§ YOUR OBJECTIVE
Search the records below for the word "hidden", then return every line where it appears.

§ INFORMATION PROVIDED

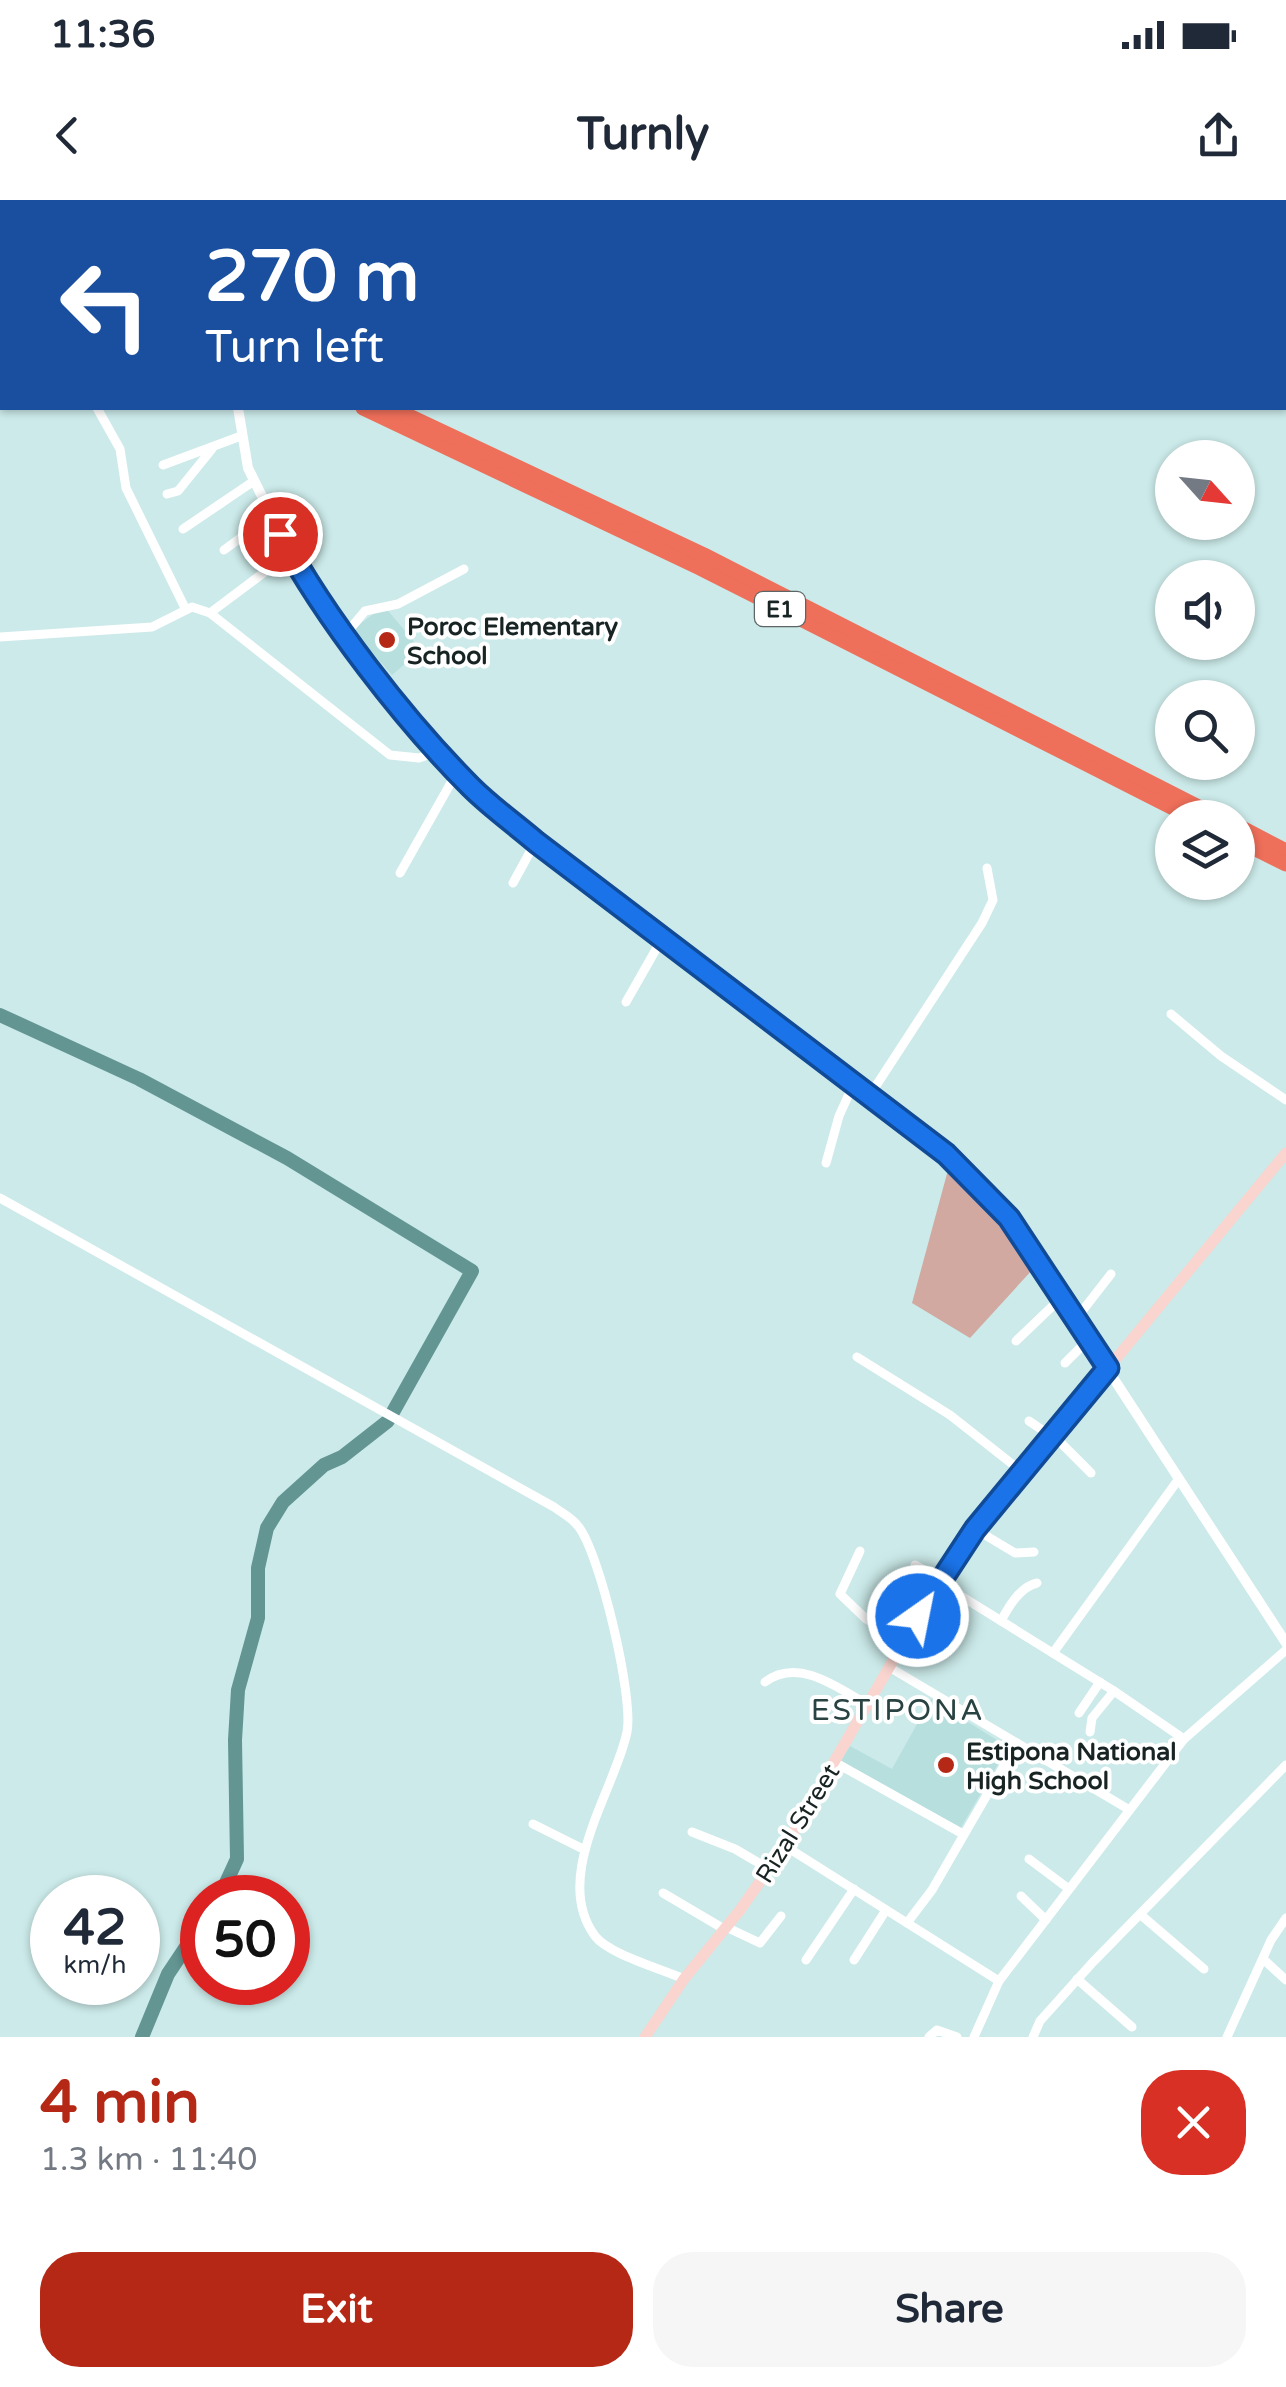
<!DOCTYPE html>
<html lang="en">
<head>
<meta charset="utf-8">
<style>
	:root { --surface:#fff; --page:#f6f6f7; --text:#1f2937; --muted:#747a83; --accent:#b52815 }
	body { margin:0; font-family:"Varela Round",sans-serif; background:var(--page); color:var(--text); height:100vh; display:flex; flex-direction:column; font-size:38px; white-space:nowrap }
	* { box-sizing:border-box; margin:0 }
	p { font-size:32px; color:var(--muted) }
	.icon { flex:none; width:55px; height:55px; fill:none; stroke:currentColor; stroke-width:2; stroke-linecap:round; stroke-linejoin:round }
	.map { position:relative; height:1837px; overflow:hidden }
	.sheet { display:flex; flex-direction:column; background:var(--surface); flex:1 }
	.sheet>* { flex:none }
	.top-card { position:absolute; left:0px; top:0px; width:1288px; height:210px; box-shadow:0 2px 8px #0004; background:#1a4fa0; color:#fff; overflow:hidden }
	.needle { width:65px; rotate:117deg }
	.fabs { position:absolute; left:1155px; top:240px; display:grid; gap:20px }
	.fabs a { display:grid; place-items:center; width:100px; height:100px; border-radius:50%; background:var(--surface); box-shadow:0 2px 8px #0004; font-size:50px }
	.speed { position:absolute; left:30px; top:1675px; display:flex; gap:20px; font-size:50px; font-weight:700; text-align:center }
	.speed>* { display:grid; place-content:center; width:130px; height:130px; border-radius:50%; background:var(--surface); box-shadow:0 2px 8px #0004; line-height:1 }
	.speed small { font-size:25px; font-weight:400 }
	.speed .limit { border:15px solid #d22; background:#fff; color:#111 }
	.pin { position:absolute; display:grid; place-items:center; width:85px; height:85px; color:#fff; margin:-42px; border:5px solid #fff; border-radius:50%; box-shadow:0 2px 10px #0007 }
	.me { position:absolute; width:110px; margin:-55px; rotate:33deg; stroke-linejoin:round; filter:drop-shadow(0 0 8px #0008) }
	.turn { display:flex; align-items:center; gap:35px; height:210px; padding:0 40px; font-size:45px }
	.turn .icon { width:130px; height:130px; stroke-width:2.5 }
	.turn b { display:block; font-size:70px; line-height:85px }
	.round { display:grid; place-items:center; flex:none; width:105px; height:105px; border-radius:40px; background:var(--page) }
	.overview { display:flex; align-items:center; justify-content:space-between; height:170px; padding:0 40px }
	h1 { font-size:60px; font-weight:700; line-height:75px; color:var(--accent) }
	.button { display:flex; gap:20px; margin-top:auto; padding:20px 40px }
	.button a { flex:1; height:115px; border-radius:40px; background:var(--accent); color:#fff; font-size:40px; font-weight:700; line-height:115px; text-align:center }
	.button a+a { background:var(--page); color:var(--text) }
	.status { display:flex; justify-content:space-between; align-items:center; height:70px; padding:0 50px; background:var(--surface); direction:ltr }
	.status svg { height:28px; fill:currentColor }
	header { display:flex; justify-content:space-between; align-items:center; height:130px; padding:0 40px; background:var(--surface); font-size:45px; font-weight:700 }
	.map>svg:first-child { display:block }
</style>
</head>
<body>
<div class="status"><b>11:36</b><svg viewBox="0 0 49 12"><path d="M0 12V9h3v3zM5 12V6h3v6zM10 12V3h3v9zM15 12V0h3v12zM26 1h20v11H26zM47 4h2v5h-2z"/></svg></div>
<header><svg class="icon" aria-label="back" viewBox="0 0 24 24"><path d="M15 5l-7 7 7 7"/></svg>Turnly<svg class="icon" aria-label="share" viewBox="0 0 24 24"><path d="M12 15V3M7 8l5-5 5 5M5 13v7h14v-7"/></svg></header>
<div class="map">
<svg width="1286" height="1837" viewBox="0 0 1286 1837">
	<rect width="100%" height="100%" fill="#cbeae9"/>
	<!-- built -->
	<g fill="#b6dfde">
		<path d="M 384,406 L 421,450 L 392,475 L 352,430 Z"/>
		<path d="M 931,1499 L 1008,1547 L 960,1629 L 841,1561 L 850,1546 L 892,1569 Z"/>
	</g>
	<!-- green -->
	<path fill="#d1a9a1" d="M 948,970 L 1002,1022 L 1033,1069 L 970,1138 L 912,1103 Z"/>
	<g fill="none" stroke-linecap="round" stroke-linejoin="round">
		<!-- river -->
		<g stroke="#639593" stroke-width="14">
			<path d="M 0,815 L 139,879 L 287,958 L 472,1071 L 393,1212"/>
			<path d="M 219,1698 L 237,1659 L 235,1540 L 238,1490 L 258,1418 L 258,1368 L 267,1328 L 283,1302 L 324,1265 L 342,1257 L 388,1221"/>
			<path d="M 142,1837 L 168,1774 L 202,1723"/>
		</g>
		<!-- minor -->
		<g stroke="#fff" stroke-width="9">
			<path d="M 167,0 L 167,2"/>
			<path d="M 420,2 L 421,0"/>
			<path d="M 97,208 L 120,249 L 126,288 L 186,410"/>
			<path d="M 163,265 L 241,236"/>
			<path d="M 167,294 L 178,291 L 212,249"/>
			<path d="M 183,329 L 254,281"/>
			<path d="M 224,350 L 270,316"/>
			<path d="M 210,413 L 290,353"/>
			<path d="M 345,435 L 365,411 L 398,404 L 464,369"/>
			<path d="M 0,437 L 152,427 L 192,407 L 210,413 L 390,555 L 419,558 L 439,551"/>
			<path d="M 400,673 L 457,572"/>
			<path d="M 513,683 L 536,641"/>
			<path d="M 626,802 L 663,737"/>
			<path d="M 1171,814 L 1221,856 L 1286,900"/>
			<path d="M 870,895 L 982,723 L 993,700 L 987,668"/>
			<path d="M 826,963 L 839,916 L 854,883"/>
			<path d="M 0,998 L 554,1307 C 562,1313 572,1318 578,1326 C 600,1353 634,1498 627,1532 C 615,1590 551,1677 595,1736 C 608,1754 662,1769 684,1779"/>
			<path d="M 1076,1119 L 1111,1074"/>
			<path d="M 1016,1141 L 1061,1098"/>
			<path d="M 857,1157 L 950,1215 L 1021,1271"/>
			<path d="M 1065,1163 L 1089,1139"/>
			<path d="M 1029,1221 L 1051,1236"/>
			<path d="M 1052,1234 L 1091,1273"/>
			<path d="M 975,1329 L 1015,1353 L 1034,1352"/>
			<path d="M 860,1351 L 840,1394 L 866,1419 L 904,1442"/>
			<path d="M 915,1365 L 942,1380"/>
			<path d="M 940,1383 L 1114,1491 L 1184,1539"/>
			<path d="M 879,1392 L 885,1399 L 919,1416"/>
			<path d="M 1001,1421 C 1009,1406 1020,1387 1037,1383"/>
			<path d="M 1053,1453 L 1178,1280"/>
			<path d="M 889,1467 L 1128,1609"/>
			<path d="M 765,1482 C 798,1457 837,1487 868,1505"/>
			<path d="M 1079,1513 L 1100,1482"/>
			<path d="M 1090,1532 L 1092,1518 L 1114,1491"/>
			<path d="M 836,1563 L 963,1634"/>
			<path d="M 533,1624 L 585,1650"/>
			<path d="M 692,1632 L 735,1649 L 769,1669"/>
			<path d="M 785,1646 L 999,1781"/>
			<path d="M 1029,1659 L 1069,1689"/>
			<path d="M 663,1693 L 724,1729"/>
			<path d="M 1021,1696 L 1046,1720"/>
			<path d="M 1141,1715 L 1204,1769"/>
			<path d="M 907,1723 L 932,1690 L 1017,1543"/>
			<path d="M 726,1727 L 760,1743 L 781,1716"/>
			<path d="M 1263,1759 L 1286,1780"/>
			<path d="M 806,1760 L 854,1689"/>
			<path d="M 854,1760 L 886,1710"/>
			<path d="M 1077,1779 L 1132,1827"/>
			<path d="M 929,1837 L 937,1830 L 957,1837"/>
			<path d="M 974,1837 L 999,1781 L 1184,1539 L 1286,1450"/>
			<path d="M 1033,1837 L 1040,1821 L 1093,1762 L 1286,1565"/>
			<path d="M 1227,1837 L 1271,1740 L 1286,1718"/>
		</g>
		<!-- tertiary -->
		<g stroke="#fff" stroke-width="10">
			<path d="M 246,2 L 247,0"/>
			<path d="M 238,208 L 248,268 L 290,353 L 367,465 L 472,588 L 536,641 L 947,954 L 1009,1018 L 1286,1443"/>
		</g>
		<!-- secondary -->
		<path stroke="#fad4ce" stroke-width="11" d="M 645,1837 L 684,1779 L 740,1710 L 785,1646 L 919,1416 L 972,1333 L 1286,953"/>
		<!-- motorway -->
		<g stroke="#ee6f5a" stroke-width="15">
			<path d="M 0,45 L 2,46"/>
			<path d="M 0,58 L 2,59"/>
			<path d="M 363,208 L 700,368 L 1193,618"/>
			<path d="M 392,208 L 704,355 L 1220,618"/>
			<path d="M 1238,626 L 1286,651"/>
			<path d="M 1238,640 L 1286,664"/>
		</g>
	</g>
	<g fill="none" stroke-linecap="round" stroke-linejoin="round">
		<defs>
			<path id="route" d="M 280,334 C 325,418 404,520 471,587 C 491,607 515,624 536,642 L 946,954 L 1009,1018 L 1108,1168 L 975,1329 L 918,1416"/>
		</defs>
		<!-- route casing -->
		<use href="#route" stroke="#114b97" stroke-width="25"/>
		<!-- route -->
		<use href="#route" stroke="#1a73e8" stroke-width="18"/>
	</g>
	<!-- markers -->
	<g fill="#b52815" stroke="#fff" stroke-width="4">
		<circle cx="387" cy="440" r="10"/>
		<circle cx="946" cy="1565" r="10"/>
	</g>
	<g text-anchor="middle" stroke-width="8" stroke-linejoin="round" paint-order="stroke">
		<!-- shield labels -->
		<rect fill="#fff" stroke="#5d6665" stroke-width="2.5" x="755" y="392" width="50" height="34" rx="8"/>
		<g font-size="22" font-weight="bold" fill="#182423">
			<text x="780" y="417">E1</text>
		</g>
		<!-- poi labels -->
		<g font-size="25" font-weight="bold" fill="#182423" stroke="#fff" text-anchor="start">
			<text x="407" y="435">Poroc Elementary<tspan x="407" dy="29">School</tspan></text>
			<text x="966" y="1560">Estipona National<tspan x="966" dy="29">High School</tspan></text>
		</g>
		<!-- street labels -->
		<g font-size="25" fill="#182423" stroke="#fff">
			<text transform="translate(797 1623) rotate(-58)" y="9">Rizal Street</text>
		</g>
		<!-- quarter labels -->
		<g font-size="30" letter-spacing="2.5" fill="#284342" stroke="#fff">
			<text x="898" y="1520">ESTIPONA</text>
		</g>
	</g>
</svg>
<div class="fabs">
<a><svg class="needle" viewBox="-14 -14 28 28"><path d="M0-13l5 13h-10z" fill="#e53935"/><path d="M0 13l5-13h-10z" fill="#747a83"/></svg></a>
<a><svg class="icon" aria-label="sound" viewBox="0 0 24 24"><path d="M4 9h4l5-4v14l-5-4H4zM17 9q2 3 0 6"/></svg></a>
<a><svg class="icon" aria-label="search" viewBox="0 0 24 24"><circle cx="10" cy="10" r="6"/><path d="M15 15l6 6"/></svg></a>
<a><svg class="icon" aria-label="layers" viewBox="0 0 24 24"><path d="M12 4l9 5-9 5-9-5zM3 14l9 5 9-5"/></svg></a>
</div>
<div class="speed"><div>42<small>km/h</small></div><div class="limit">50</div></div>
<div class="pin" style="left:280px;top:334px;background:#d93025"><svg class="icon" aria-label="arrive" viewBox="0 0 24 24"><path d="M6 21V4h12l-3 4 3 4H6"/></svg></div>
<svg class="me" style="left:918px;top:1416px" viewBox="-20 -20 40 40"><circle r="17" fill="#1a73e8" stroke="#fff" stroke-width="3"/><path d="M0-11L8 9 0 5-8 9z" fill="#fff"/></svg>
<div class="top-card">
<div class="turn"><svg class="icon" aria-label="left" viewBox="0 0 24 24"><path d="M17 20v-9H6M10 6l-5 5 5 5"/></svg><div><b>270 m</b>Turn left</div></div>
</div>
</div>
<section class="sheet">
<div class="overview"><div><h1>4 min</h1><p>1.3 km · 11:40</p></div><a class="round" style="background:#d93025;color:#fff"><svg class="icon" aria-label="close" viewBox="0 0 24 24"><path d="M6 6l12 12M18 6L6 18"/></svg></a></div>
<div class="button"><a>Exit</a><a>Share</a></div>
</section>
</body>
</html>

§ EXERCISE OUTPUT
	.map { position:relative; height:1837px; overflow:hidden }
	.top-card { position:absolute; left:0px; top:0px; width:1288px; height:210px; box-shadow:0 2px 8px #0004; background:#1a4fa0; color:#fff; overflow:hidden }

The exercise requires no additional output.